About 15 minutes after measuring at an 8 we were pushing. My previous experiences with pushing were watching lines jump up on a monitor and then pushing as hard as I could. This time I was told to let the baby do the pushing. Of course I couldn't help but also give it some conscious effort (after all, I was ready to get this over with!), but my body really was doing a lot of the work on it's own. It was such a weird feeling.
I don't remember exactly how many pushes it took, but less than 2 hours after arriving at the birthing center Oliver was born. It's a boy! And that means that I was wrong. I had called girl! He came straight out of the womb and onto my chest vs into a clear plastic box. He was nursing within minutes.
I lied down on the bed with Oliver on my chest while the midwives (the assistant midwife came just as Oliver was born. She would have been there sooner but I had progressed very quickly) cleaned me up. They insisted that he finish getting his first meal before they took him to get his measurements. Just another little thing they do at the birthing center that caters to mom and baby instead of catering to procedure and protocol.
I was really cold and shaky after giving birth and they said it was because of all the effort I had put out plus the fact that I puked up my previous meal. They gave me a bunch of juice boxes and we sent my husband to get me something to eat. It was 5am, and what's the best early morning/late night meal in Texas? Jack In The Box! He brought me a ham egg cheese croissant and two tacos. It was delicious.
At 6:30, a mere 4 hours after arriving, we were loading up our new bundle and headed home. I kept crying a little on the drive home, just because it was all so surreal. Did I really just have this baby? Less than 12 hours ago I was walking home from the track! I was also just so f#@$ing proud of myself. I did it!

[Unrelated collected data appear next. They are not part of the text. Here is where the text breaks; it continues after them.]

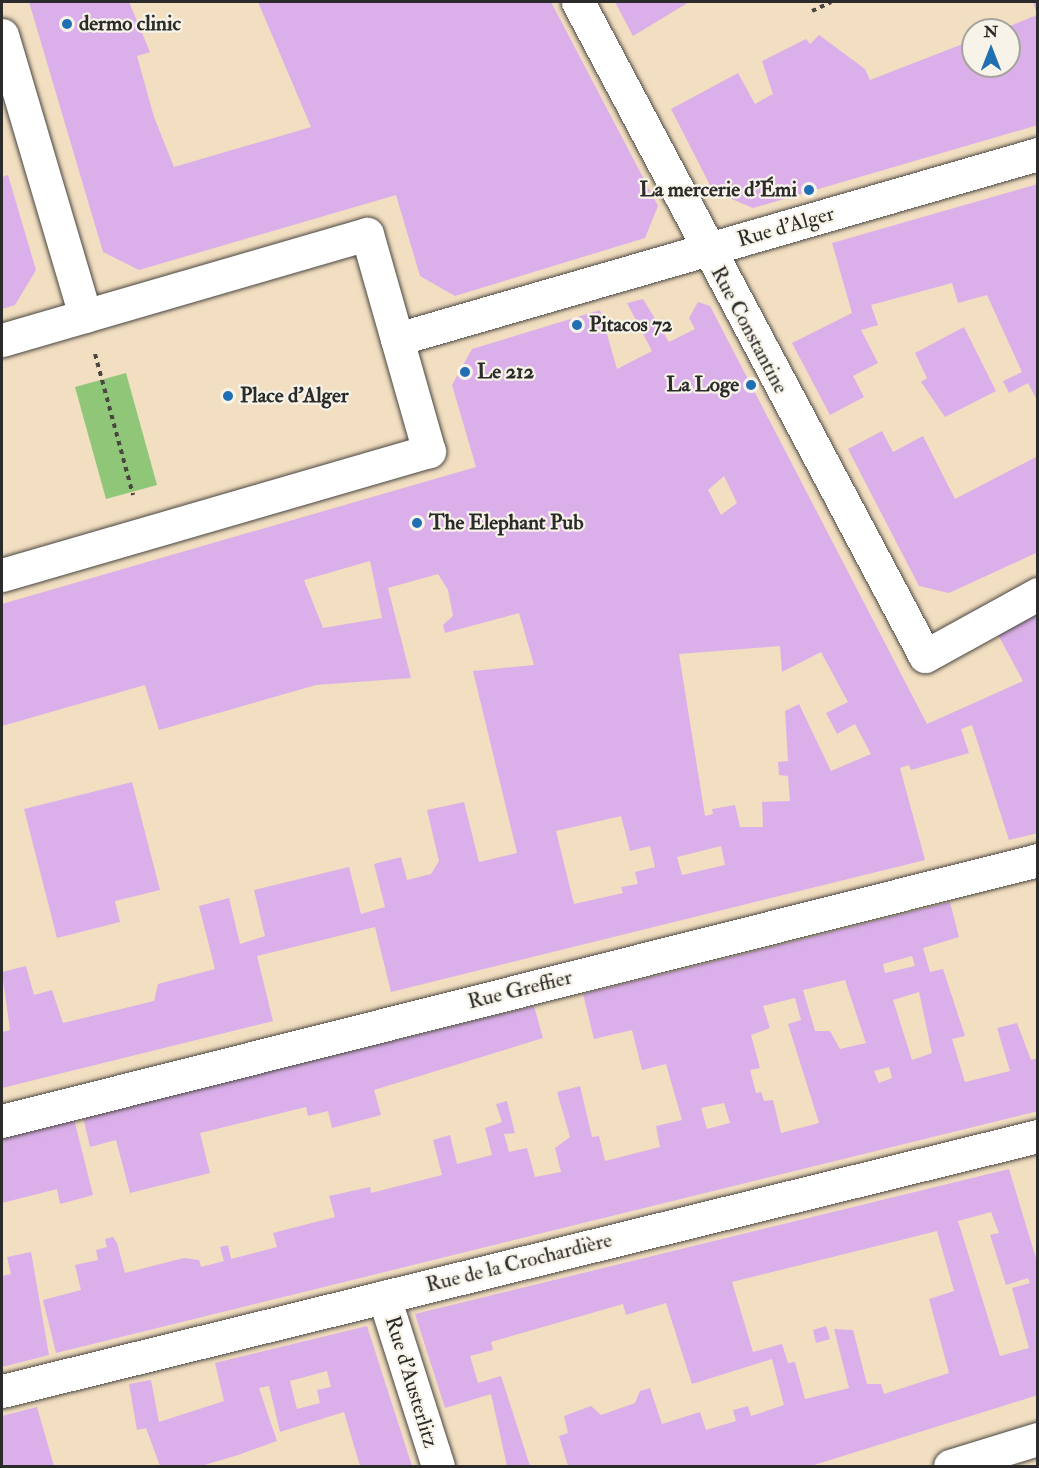 <!DOCTYPE html>
<meta charset="utf-8">
<style>
body{margin:0}
#map{position:relative;width:1039px;height:1468px;overflow:hidden;background:#f2dec0;font-family:"IM FELL Double Pica",serif}
div>[style]{position:absolute}
[style*='--x']{left:calc(var(--x)*1px);top:calc(var(--y)*1px);width:calc(var(--w)*1px);rotate:calc(var(--a)*1deg)}
.green>*{inset:0;background:#8fc678}
.building>*{inset:0;background:#dbb0ea}
.path>*{height:4px;margin-top:-2px;transform-origin:0;background:repeating-linear-gradient(90deg,#494641 0 4.5px,transparent 0 9px)}
.roads{filter:drop-shadow(0 0 2px #494641) drop-shadow(0 0 2px #494641)}
.minor>*{height:33px;margin:-16.5px;padding:0 16.5px;transform-origin:16.5px;border-radius:16.5px;background:#fff}
.dots>*{width:16px;height:16px;translate:-50% -50%;box-sizing:border-box;border:3px solid #f7f3e8;border-radius:50%}
span{translate:-50% -50%;white-space:nowrap;text-align:center;line-height:1.15;-webkit-text-stroke:4.5px #f7f3e8;paint-order:stroke}
.poi-label{font-size:21px;color:#2b2b2b;font-weight:700}
.left{translate:0 -50%;text-align:left}
.right{translate:-100% -50%;text-align:right}
.street-label{font-size:21px;color:#2b2b2b}
.frame{position:absolute;inset:0;border:3px solid #2b2b2b;pointer-events:none}
.north{position:absolute;left:961px;top:18px;width:60px;height:60px;box-sizing:border-box;background:#f7f3e8;border:2px solid #a5a39c;border-radius:50%;rotate:0deg;font-size:16px;font-weight:700;line-height:24px;text-align:center;color:#2b2b2b}
.north::after{content:'';display:block;margin:auto;width:21px;height:27px;background:#1f6fb2;clip-path:polygon(50% 0,100% 100%,50% 72%,0 100%)}
</style>
<div id="map">
<div class="green">
<i style="clip-path:polygon(126px 373px,157px 485px,106px 499px,75px 387px)"></i>
</div>
<div class="building">
<i style="clip-path:polygon(29px 2px,129px 2px,150px 52px,137px 56px,154px 117px,174px 167px,311px 127px,258px 2px,551px 2px,658px 206px,645px 238px,455px 296px,420px 276px,396px 195px,139px 270px,103px 252px)"></i>
<i style="clip-path:polygon(615px 2px,689px 2px,633px 36px)"></i>
<i style="clip-path:polygon(1033px 2px,1038px 2px,1038px 125px,753px 208px,713px 191px,671px 109px,738px 73px,755px 104px,773px 94px,762px 61px,806px 39px,810px 44px,819px 35px,865px 69px,870px 80px,973px 40px,973px 66px,1009px 66px,1009px 30px,1000px 30px,1037px 15px)"></i>
<i style="clip-path:polygon(8px 175px,36px 270px,15px 305px,2px 309px,2px 177px)"></i>
<i style="clip-path:polygon(1038px 184px,1038px 402px,1028px 383px,1009px 393px,1003px 381px,1022px 372px,987px 295px,958px 303px,952px 283px,871px 305px,878px 325px,861px 330px,878px 363px,853px 376px,864px 397px,830px 415px,792px 343px,852px 313px,832px 243px)"></i>
<i style="clip-path:polygon(evenodd,643px 299px,669px 342px,695px 329px,689px 318px,698px 302px,710px 306px,927px 724px,1023px 681px,996px 631px,1038px 608px,1038px 833px,1009px 840px,972px 725px,961px 729px,969px 753px,911px 770px,909px 765px,900px 768px,925px 860px,391px 992px,375px 927px,257px 956px,273px 1021px,2px 1088px,2px 1032px,10px 1030px,2px 972px,26px 966px,34px 995px,52px 990px,63px 1023px,154px 1001px,158px 984px,215px 969px,199px 906px,229px 898px,240px 944px,265px 936px,254px 890px,349px 867px,361px 914px,385px 907px,374px 864px,401px 857px,407px 880px,431px 874px,439px 861px,427px 810px,464px 802px,479px 862px,517px 853px,473px 671px,534px 665px,519px 613px,445px 633px,443px 625px,453px 616px,448px 590px,438px 574px,388px 588px,411px 678px,316px 685px,159px 730px,145px 685px,2px 726px,2px 604px,476px 467px,452px 385px,472px 349px,600px 310px,617px 369px,652px 351px,627px 303px,643px 299px,724px 476px,737px 503px,721px 515px,708px 490px,724px 476px,643px 299px,370px 561px,382px 618px,323px 628px,304px 580px,370px 561px,643px 299px,780px 646px,782px 672px,821px 652px,848px 702px,826px 713px,837px 734px,855px 724px,871px 754px,831px 771px,799px 704px,785px 711px,788px 761px,778px 762px,779px 775px,788px 776px,790px 801px,762px 802px,763px 827px,740px 827px,735px 805px,712px 809px,713px 814px,705px 816px,679px 654px,780px 646px,643px 299px,621px 816px,630px 851px,650px 846px,655px 867px,635px 872px,638px 884px,621px 887px,623px 893px,574px 904px,556px 831px,621px 816px,643px 299px,721px 846px,725px 865px,682px 875px,677px 857px,721px 846px)"></i>
<i style="clip-path:polygon(964px 327px,996px 391px,945px 417px,921px 382px,927px 378px,915px 353px)"></i>
<i style="clip-path:polygon(882px 431px,893px 452px,923px 436px,955px 499px,1038px 456px,1038px 552px,949px 593px,919px 586px,848px 449px)"></i>
<i style="clip-path:polygon(132px 782px,160px 890px,115px 901px,120px 922px,57px 938px,24px 809px)"></i>
<i style="clip-path:polygon(evenodd,950px 902px,959px 937px,923px 948px,930px 972px,943px 969px,965px 1036px,952px 1039px,965px 1082px,1010px 1071px,997px 1028px,1017px 1023px,1031px 1060px,1038px 1058px,1038px 1111px,56px 1353px,43px 1300px,81px 1290px,75px 1265px,98px 1260px,96px 1250px,107px 1247px,105px 1239px,113px 1237px,117px 1243px,125px 1273px,184px 1258px,199px 1260px,201px 1267px,224px 1261px,220px 1247px,228px 1245px,231px 1259px,277px 1247px,273px 1233px,335px 1217px,329px 1196px,370px 1187px,371px 1193px,442px 1175px,433px 1140px,450px 1135px,457px 1164px,492px 1155px,485px 1128px,502px 1122px,496px 1104px,507px 1101px,515px 1133px,504px 1134px,509px 1152px,527px 1148px,535px 1177px,561px 1172px,555px 1148px,570px 1137px,557px 1092px,580px 1086px,592px 1137px,599px 1136px,605px 1161px,660px 1147px,656px 1126px,682px 1120px,666px 1064px,642px 1070px,632px 1030px,594px 1039px,583px 994px,950px 902px,912px 956px,915px 966px,885px 973px,883px 964px,912px 956px,950px 902px,845px 980px,866px 1043px,840px 1049px,830px 1031px,815px 1031px,803px 990px,845px 980px,950px 902px,919px 992px,932px 1053px,912px 1060px,893px 1000px,919px 992px,950px 902px,795px 998px,801px 1020px,788px 1024px,819px 1123px,781px 1133px,773px 1100px,764px 1101px,761px 1092px,756px 1093px,750px 1070px,760px 1068px,751px 1035px,770px 1028px,763px 1006px,795px 998px,950px 902px,889px 1067px,892px 1078px,879px 1083px,874px 1071px,889px 1067px,950px 902px,724px 1103px,730px 1123px,707px 1129px,701px 1108px,724px 1103px)"></i>
<i style="clip-path:polygon(534px 1006px,543px 1038px,374px 1090px,381px 1115px,332px 1128px,328px 1111px,308px 1116px,306px 1107px,200px 1133px,210px 1173px,130px 1193px,116px 1140px,90px 1147px,83px 1117px)"></i>
<i style="clip-path:polygon(74px 1119px,93px 1195px,60px 1204px,57px 1189px,2px 1203px,2px 1137px)"></i>
<i style="clip-path:polygon(evenodd,1009px 1169px,1038px 1265px,1038px 1395px,811px 1466px,568px 1466px,559px 1436px,568px 1433px,564px 1416px,591px 1406px,601px 1415px,635px 1403px,640px 1391px,650px 1388px,662px 1424px,700px 1412px,706px 1430px,736px 1421px,733px 1410px,748px 1406px,751px 1416px,784px 1405px,772px 1359px,692px 1384px,666px 1303px,626px 1315px,623px 1304px,491px 1342px,493px 1350px,470px 1356px,478px 1383px,501px 1376px,530px 1466px,507px 1466px,491px 1394px,445px 1408px,415px 1314px,1009px 1169px,991px 1212px,999px 1233px,990px 1235px,1006px 1285px,1028px 1278px,1030px 1283px,1012px 1288px,1029px 1348px,1000px 1356px,958px 1221px,991px 1212px,1009px 1169px,937px 1231px,954px 1291px,929px 1299px,949px 1373px,884px 1394px,881px 1384px,867px 1384px,853px 1330px,834px 1329px,849px 1388px,805px 1399px,795px 1362px,788px 1363px,782px 1344px,753px 1352px,732px 1282px,937px 1231px)"></i>
<i style="clip-path:polygon(31px 1252px,49px 1355px,2px 1367px,2px 1276px,11px 1274px,7px 1257px)"></i>
<i style="clip-path:polygon(evenodd,367px 1326px,412px 1466px,360px 1466px,344px 1412px,280px 1432px,269px 1386px,259px 1388px,277px 1441px,238px 1455px,201px 1466px,160px 1466px,146px 1428px,137px 1430px,129px 1384px,151px 1380px,159px 1422px,224px 1401px,215px 1363px,367px 1326px,327px 1371px,331px 1387px,317px 1390px,320px 1403px,297px 1409px,290px 1381px,327px 1371px)"></i>
<i style="clip-path:polygon(826px 1326px,830px 1339px,816px 1343px,813px 1330px)"></i>
<i style="clip-path:polygon(37px 1407px,54px 1466px,2px 1466px,2px 1416px)"></i>
</div>
<div class="path">
<i style="--x:812;--y:11;--w:21;--a:-25"></i>
<i style="--x:95;--y:354;--w:146;--a:74.9"></i>
</div>
<div class="roads">
<div class="minor">
<i style="--x:578;--y:2;--w:740;--a:62.05"></i>
<i style="--x:925;--y:656;--w:129;--a:-28.8"></i>
<i style="--x:2;--y:35;--w:293;--a:73.5"></i>
<i style="--x:397;--y:339;--w:667;--a:-16.1"></i>
<i style="--x:2;--y:340;--w:380;--a:-16.2"></i>
<i style="--x:367;--y:234;--w:226;--a:74.1"></i>
<i style="--x:429;--y:451;--w:445;--a:163.8"></i>
<i style="--x:2;--y:1121;--w:1068;--a:-14.14"></i>
<i style="--x:384;--y:1297;--w:177;--a:72.3"></i>
<i style="--x:2;--y:1391;--w:1067;--a:-13.83"></i>
<i style="--x:950;--y:1466;--w:92;--a:-17.1"></i>
</div>
</div>
<div class="dots">
<i style="left:67px;top:24px;background:#1f6fb2"></i>
<i style="left:809px;top:190px;background:#1f6fb2"></i>
<i style="left:577px;top:325px;background:#1f6fb2"></i>
<i style="left:465px;top:372px;background:#1f6fb2"></i>
<i style="left:751px;top:385px;background:#1f6fb2"></i>
<i style="left:228px;top:396px;background:#1f6fb2"></i>
<i style="left:417px;top:523px;background:#1f6fb2"></i>
</div>
<div class="poi-label">
<span class="left" style="left:79px;top:24px">dermo clinic</span>
<span class="right" style="left:797px;top:190px">La mercerie d'Émi</span>
<span class="left" style="left:589px;top:325px">Pitacos 72</span>
<span class="left" style="left:477px;top:372px">Le 212</span>
<span class="right" style="left:739px;top:385px">La Loge</span>
<span class="left" style="left:240px;top:396px">Place d'Alger</span>
<span class="left" style="left:429px;top:523px">The Elephant Pub</span>
</div>
<div class="street-label">
<span style="left:786px;top:227px;rotate:-16deg">Rue d'Alger</span>
<span style="left:749px;top:330px;rotate:62deg">Rue Constantine</span>
<span style="left:520px;top:990px;rotate:-14deg">Rue Greffier</span>
<span style="left:519px;top:1263px;rotate:-14deg">Rue de la Crochardière</span>
<span style="left:411px;top:1382px;rotate:73deg">Rue d'Austerlitz</span>
</div>
<div class="frame"></div>
<div class="north">N</div>
</div>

One of my favorite quotes in 'The Business Of Being Born' is "I came to a wall and I scaled it". I really did come to a wall where I didn't think I was strong enough to handle the task at hand, but I did it.

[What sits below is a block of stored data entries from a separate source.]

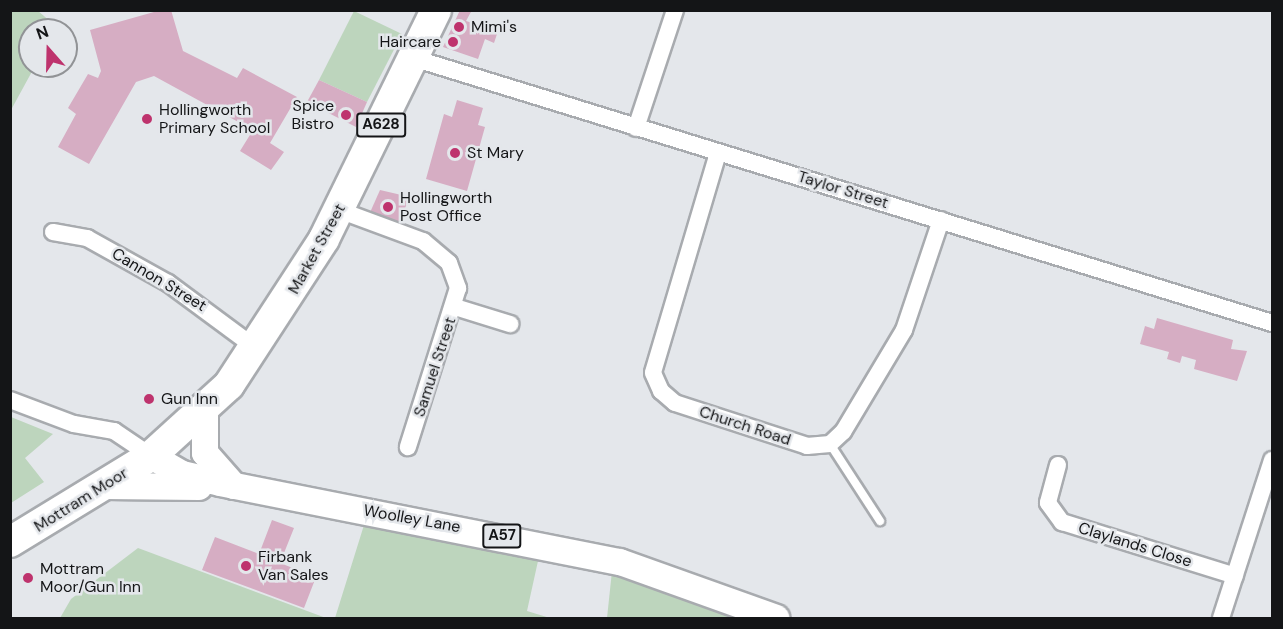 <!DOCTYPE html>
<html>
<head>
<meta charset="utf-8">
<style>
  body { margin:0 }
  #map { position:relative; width:1283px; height:629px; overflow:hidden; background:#e4e7eb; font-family:"DM Sans",sans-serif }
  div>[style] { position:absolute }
  .green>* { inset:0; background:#bdd5bd }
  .building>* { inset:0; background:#d6adc3 }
  .roads { filter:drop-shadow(2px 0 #a8abaf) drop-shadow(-2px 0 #a8abaf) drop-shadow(0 2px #a8abaf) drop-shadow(0 -2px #a8abaf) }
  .lane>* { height:8px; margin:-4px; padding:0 4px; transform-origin:4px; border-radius:4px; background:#fff }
  .street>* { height:16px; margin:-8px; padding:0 8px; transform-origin:8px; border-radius:8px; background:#fff }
  .primary>* { height:26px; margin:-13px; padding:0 13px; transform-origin:13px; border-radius:13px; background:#fff }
  .highway>* { height:30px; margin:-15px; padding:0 15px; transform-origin:15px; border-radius:15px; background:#fff }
  .dots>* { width:16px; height:16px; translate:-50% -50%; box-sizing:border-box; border:3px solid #e4e7eb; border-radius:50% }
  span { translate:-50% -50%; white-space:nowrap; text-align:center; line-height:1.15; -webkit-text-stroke:5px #e4e7eb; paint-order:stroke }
  .shield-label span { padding:2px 4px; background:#e4e7eb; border:2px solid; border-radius:4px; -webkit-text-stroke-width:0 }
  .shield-label { font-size:15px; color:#141517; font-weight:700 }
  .poi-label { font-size:16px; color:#141517 }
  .left { translate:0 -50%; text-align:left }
  .right { translate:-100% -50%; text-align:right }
  .street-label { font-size:16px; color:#141517 }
  .frame { position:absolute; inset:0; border:12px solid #141517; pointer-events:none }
  .north { position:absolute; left:18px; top:18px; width:60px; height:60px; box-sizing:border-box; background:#e4e7eb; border:2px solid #919396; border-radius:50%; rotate:340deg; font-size:16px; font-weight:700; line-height:24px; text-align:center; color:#141517 }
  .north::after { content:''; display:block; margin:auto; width:21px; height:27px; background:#be336d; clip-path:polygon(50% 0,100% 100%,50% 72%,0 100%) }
</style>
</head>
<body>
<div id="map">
  <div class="green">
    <div style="clip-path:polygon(11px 10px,38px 11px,57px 27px,30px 30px,30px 66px,35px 66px,11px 110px)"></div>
    <div style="clip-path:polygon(354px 11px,402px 34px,367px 102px,319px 80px)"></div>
    <div style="clip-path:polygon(11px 417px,53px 434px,25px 458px,44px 482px,11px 503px)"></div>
    <div style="clip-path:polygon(364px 525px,538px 561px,527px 611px,550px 618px,335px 618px)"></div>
    <div style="clip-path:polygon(138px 548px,326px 618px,60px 618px,71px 599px)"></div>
    <div style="clip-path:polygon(612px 571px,747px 618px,607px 618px)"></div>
  </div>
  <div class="building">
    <div style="clip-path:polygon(161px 10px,171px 10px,183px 51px,237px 78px,243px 68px,297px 97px,270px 143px,284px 152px,271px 170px,240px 151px,253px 130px,154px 76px,136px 82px,89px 164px,58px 147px,76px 114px,68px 108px,88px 74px,98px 78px,101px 71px,90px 30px)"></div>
    <div style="clip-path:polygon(460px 10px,472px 10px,466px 21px,498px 31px,494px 43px,485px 39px,478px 59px,443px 47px)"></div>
    <div style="clip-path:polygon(319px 80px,367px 102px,356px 127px,307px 102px)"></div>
    <div style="clip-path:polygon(457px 100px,483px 108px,478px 125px,485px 127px,467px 191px,426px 179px,444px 114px,452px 117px)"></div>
    <div style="clip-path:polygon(380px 190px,410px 197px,396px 228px,368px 217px)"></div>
    <div style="clip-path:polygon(1157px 318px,1233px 340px,1231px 349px,1247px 351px,1237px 381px,1194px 369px,1196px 360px,1182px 356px,1180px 363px,1167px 359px,1169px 352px,1140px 344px,1145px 326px,1154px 329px)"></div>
    <div style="clip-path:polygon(272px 520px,294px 528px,280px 563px,316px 577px,304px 608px,202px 570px,215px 537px,259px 554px)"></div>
  </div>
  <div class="roads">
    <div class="lane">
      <div style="left:830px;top:444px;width:92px;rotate:57deg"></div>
    </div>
    <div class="street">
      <div style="left:413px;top:58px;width:899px;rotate:17.14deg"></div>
      <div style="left:636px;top:128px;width:124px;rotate:-71.7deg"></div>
      <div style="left:718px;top:153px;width:229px;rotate:106.5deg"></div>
      <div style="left:653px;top:373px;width:20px;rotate:66deg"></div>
      <div style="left:661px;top:391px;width:18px;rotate:41deg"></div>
      <div style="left:675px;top:403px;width:139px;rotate:18deg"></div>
      <div style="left:807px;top:446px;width:23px;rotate:-5deg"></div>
      <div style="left:830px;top:444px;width:18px;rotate:-43deg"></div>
      <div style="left:843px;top:432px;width:119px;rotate:-59.1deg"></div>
      <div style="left:904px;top:330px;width:116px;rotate:-71.4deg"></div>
      <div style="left:339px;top:210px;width:90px;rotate:20.3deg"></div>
      <div style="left:423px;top:241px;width:34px;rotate:40deg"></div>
      <div style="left:449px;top:263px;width:27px;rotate:70deg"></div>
      <div style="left:458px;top:288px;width:167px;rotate:107.5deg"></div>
      <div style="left:53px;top:232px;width:35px;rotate:10deg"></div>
      <div style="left:87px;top:238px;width:93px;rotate:29.1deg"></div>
      <div style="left:168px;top:283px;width:109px;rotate:36.5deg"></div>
      <div style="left:455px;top:307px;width:58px;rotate:17.2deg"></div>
      <div style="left:10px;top:400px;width:68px;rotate:20.6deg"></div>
      <div style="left:74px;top:424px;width:41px;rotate:9.9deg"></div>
      <div style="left:114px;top:431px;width:45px;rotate:34deg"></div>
      <div style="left:1058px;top:465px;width:39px;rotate:105deg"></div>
      <div style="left:1048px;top:503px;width:24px;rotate:54deg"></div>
      <div style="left:1062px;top:522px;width:181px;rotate:17.3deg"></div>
      <div style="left:1221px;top:618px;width:166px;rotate:-72.1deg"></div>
    </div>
    <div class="primary">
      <div style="left:205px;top:410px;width:43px;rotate:90deg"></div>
      <div style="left:205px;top:453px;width:44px;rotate:48.7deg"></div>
      <div style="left:151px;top:456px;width:36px;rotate:30deg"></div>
      <div style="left:182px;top:474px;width:39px;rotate:13deg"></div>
      <div style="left:220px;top:483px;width:408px;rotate:11.2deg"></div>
      <div style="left:620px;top:562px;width:166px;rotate:19.7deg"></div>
      <div style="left:106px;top:486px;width:93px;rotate:0.6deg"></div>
    </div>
    <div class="highway">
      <div style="left:10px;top:542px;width:165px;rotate:-31.4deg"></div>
      <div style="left:151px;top:456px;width:105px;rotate:-42.3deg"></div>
      <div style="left:229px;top:385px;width:174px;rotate:-56.9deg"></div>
      <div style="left:324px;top:239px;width:255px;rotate:-63.9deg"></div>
    </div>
  </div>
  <div class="dots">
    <div style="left:459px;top:27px;background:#be336d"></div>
    <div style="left:453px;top:42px;background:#be336d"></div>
    <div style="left:346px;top:115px;background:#be336d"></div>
    <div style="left:147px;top:119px;background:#be336d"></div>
    <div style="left:455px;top:153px;background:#be336d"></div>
    <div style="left:388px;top:207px;background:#be336d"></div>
    <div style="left:149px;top:399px;background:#be336d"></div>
    <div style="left:246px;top:566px;background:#be336d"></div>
    <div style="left:28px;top:578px;background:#be336d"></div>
  </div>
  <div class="shield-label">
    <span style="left:381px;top:125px">A628</span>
    <span style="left:502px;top:536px">A57</span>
  </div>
  <div class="poi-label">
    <span class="left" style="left:471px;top:27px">Mimi's</span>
    <span class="right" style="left:441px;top:42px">Haircare</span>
    <span class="right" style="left:334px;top:115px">Spice<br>Bistro</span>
    <span class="left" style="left:159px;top:119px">Hollingworth<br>Primary School</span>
    <span class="left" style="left:467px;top:153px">St Mary</span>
    <span class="left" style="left:400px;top:207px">Hollingworth<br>Post Office</span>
    <span class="left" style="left:161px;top:399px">Gun Inn</span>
    <span class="left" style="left:258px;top:566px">Firbank<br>Van Sales</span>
    <span class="left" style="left:40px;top:578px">Mottram<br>Moor/Gun Inn</span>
  </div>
  <div class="street-label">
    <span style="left:843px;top:190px;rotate:17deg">Taylor Street</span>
    <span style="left:317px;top:249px;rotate:-61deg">Market Street</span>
    <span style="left:159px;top:280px;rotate:31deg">Cannon Street</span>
    <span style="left:435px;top:367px;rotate:-72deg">Samuel Street</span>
    <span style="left:745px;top:426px;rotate:18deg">Church Road</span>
    <span style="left:81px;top:500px;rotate:-32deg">Mottram Moor</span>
    <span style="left:412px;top:519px;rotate:10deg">Woolley Lane</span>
    <span style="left:1135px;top:545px;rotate:17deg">Claylands Close</span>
  </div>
  <div class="frame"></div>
  <div class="north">N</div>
</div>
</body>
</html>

Here I am almost a week later and I feel fantastic. I can't believe how much different my recovery time has been. Most people attribute the quicker recovery to the fact that your body isn't having to purge itself of medication. I don't know exactly, but I know that I like it. I usually endure an entire week of what I call the "my body hates me" phase where your back hurts, your boobs hurt and your lady parts especially hurt. As of day two, nothing really hurt.
My birthing center experience was everything I wanted in this birth. My midwives were attentive, supportive, and allowed me be in charge of my own birth process. The center itself is a very relaxing place. No giant fluorescent lights in my eyes, no swarms of people in and out of our room and in the hallways. It was a very peaceful place and I couldn't have asked for anything better.